While the school has done away with A, B, C grading, Hume-Howard clarifies that feedback is still happening—only now students are receiving number scores on individual standards and competencies instead of letter grades on overall subjects. The district uses a competency-based scale where grades are broken down into standards for each subject. She adds that calling them “grades” has been blacklisted in her district, too. “We're not calling it a grade, but it's definitely learning feedback.”
The Sanborn pilot has so far only expanded to grades K-2. Compared to Parker Varney, fewer grade levels are participating, and the pilot is also rolling out more slowly and at a smaller scale. Gradeless CBE learning takes place on a project-by-project basis, and only happens during a few hours each week.
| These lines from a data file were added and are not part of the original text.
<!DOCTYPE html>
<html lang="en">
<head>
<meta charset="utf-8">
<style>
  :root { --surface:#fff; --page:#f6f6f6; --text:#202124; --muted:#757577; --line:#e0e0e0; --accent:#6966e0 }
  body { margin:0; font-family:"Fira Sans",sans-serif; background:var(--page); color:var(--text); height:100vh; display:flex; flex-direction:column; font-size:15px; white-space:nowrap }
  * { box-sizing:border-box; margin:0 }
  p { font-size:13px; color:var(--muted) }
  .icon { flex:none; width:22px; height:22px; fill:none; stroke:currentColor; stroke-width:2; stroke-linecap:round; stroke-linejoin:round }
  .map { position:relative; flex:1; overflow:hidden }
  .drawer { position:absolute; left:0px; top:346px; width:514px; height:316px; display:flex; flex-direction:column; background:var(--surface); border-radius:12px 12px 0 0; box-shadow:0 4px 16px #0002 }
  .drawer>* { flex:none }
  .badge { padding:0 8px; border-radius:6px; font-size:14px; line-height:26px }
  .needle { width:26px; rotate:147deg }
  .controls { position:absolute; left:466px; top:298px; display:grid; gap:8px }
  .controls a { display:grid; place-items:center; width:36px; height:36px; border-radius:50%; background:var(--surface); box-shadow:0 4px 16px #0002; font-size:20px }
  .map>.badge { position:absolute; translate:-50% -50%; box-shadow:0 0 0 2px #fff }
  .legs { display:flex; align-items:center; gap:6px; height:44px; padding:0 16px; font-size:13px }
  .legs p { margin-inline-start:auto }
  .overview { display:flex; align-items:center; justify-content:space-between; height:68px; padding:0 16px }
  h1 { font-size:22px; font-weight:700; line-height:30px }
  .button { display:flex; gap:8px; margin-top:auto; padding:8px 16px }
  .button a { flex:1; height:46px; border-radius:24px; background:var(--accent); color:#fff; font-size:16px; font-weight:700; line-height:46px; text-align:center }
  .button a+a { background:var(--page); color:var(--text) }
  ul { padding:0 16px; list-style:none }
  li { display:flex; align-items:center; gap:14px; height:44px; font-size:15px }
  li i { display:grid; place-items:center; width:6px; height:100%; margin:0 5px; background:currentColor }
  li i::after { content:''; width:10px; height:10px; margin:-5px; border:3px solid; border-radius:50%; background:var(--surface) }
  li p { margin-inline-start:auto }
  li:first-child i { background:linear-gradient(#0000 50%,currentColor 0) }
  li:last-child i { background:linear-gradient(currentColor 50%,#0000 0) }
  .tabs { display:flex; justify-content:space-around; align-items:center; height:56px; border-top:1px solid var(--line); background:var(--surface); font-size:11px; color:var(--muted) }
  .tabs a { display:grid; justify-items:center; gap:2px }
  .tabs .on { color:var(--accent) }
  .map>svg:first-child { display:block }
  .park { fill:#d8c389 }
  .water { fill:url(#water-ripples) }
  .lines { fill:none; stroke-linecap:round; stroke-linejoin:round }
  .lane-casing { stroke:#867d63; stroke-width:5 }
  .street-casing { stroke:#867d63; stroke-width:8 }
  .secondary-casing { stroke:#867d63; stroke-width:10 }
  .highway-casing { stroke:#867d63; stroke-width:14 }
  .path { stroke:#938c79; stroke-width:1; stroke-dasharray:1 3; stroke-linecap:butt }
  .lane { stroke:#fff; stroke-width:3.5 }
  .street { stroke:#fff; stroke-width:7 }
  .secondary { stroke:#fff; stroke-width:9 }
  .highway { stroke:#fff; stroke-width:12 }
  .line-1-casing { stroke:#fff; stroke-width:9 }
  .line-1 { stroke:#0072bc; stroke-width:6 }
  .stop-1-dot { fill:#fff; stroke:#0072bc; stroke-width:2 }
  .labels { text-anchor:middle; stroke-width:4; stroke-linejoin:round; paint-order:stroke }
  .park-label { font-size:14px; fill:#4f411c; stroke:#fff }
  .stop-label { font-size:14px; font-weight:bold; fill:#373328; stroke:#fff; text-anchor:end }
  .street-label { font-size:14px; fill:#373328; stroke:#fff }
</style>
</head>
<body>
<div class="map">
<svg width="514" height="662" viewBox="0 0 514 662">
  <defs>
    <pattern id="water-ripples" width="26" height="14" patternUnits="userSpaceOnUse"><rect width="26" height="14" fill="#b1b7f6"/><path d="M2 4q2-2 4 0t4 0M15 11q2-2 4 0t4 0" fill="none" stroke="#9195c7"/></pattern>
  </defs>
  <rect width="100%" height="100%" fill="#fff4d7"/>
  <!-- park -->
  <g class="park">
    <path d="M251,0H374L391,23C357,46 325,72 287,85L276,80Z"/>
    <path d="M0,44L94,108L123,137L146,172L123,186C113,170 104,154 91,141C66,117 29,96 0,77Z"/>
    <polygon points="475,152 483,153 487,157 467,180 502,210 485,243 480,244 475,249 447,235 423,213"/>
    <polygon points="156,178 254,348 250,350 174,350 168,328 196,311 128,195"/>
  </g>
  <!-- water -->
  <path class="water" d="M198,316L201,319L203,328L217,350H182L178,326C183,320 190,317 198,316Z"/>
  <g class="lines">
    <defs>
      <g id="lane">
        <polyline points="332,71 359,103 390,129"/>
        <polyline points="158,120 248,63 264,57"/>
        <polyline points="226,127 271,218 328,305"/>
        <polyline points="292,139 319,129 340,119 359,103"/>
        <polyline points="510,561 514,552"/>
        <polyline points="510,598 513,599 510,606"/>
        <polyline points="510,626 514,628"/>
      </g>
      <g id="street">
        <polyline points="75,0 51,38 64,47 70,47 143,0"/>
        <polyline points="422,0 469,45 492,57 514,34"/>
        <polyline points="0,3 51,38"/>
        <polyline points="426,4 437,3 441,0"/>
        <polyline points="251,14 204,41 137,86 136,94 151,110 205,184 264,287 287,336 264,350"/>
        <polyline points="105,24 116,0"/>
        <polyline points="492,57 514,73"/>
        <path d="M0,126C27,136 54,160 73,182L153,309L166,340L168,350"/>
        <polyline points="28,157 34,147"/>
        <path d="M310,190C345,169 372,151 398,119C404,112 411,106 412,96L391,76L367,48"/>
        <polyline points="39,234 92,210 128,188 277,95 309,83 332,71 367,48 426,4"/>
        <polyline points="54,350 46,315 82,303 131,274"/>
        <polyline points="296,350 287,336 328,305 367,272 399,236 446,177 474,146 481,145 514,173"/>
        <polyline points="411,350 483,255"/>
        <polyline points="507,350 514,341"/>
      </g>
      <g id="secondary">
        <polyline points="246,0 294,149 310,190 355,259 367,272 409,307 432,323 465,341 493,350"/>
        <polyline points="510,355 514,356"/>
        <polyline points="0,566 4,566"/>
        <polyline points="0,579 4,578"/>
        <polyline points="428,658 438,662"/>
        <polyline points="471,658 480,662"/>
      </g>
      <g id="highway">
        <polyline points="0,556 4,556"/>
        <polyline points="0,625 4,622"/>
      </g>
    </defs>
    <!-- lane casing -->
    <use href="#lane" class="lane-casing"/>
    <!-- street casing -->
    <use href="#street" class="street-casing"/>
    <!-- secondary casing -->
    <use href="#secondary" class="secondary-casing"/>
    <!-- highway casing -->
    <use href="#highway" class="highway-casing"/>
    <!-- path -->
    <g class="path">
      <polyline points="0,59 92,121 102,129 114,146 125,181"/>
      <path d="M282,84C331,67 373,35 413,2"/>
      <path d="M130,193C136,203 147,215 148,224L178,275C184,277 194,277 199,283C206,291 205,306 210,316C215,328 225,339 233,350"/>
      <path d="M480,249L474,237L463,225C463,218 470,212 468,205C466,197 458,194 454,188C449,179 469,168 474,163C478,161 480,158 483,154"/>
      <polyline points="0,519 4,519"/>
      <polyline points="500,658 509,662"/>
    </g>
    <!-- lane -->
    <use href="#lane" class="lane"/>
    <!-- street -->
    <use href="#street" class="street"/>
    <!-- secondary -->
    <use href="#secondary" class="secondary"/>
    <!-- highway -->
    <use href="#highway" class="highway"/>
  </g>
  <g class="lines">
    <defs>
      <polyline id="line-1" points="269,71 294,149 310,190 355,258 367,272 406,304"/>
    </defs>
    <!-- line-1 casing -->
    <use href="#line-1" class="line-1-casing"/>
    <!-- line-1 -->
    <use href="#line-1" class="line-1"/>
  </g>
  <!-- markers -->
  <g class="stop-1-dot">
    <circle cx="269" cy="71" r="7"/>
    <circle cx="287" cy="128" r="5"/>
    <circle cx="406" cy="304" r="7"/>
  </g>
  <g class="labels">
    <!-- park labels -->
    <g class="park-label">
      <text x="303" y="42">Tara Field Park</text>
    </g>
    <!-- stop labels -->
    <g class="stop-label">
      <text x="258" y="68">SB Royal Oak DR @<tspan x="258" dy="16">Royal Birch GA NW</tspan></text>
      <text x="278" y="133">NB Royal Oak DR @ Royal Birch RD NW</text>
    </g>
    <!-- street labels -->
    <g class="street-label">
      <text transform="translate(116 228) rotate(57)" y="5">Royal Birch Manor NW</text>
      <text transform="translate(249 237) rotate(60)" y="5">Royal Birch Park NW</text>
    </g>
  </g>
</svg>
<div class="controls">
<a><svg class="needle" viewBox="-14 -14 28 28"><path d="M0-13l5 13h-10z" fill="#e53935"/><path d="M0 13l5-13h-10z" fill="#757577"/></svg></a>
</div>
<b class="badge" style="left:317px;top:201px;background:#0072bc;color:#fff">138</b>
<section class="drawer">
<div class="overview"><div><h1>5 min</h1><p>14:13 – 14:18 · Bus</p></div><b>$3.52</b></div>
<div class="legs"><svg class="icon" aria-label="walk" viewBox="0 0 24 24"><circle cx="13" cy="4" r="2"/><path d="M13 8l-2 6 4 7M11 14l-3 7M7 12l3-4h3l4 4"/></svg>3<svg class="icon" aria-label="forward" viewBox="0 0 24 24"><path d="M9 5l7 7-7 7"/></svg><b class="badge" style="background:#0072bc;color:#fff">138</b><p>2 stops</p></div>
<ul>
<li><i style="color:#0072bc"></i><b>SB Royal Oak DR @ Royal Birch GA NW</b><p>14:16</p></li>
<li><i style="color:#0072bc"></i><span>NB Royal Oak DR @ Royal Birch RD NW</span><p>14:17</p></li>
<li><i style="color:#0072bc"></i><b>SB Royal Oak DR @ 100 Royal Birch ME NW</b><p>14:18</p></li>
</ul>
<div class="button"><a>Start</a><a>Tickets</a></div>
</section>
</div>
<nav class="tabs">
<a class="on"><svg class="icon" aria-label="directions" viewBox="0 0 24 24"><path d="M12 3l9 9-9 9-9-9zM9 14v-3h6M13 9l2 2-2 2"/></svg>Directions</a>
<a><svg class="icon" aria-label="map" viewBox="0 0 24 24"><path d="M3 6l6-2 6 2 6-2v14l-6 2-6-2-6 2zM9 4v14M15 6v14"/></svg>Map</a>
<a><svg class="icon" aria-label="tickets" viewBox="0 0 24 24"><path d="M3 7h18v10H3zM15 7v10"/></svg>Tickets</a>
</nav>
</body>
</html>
Earick is now in the process of collecting data from the program’s first year for a report set to come out next month. At Pittsford elementary, she says, there are “a higher number of students who are meeting their projected growth.” Some even more so; “one student is moving from first to third grade.”
When Allen arrived at Parker Varney in 2012, the school was listed in the bottom 10 percent in the state. A lot has changed since then, and last year the school won the National School Change and Innovation Award. Allen sees NG2 as a continuation of that trajectory. Benchmark reading scores for second grade students increased from 29 percent in September 2016 to 77 percent in March 2017; special education referrals have also decreased by 21 percent since the pilot started.
She adds that it will probably be another two years before all traditional grading is eliminated at the school. “It’s very exciting, but we do have to make sure there's alignment within the district.” After all, having students who “don’t know what grade they are in” could be a problem down the road—especially with transfers.
But that’s not stopping the school from expanding the program further next fall. After this year, Allen says the school will be more fully committing to removing grade levels. “We have to take the plunge.”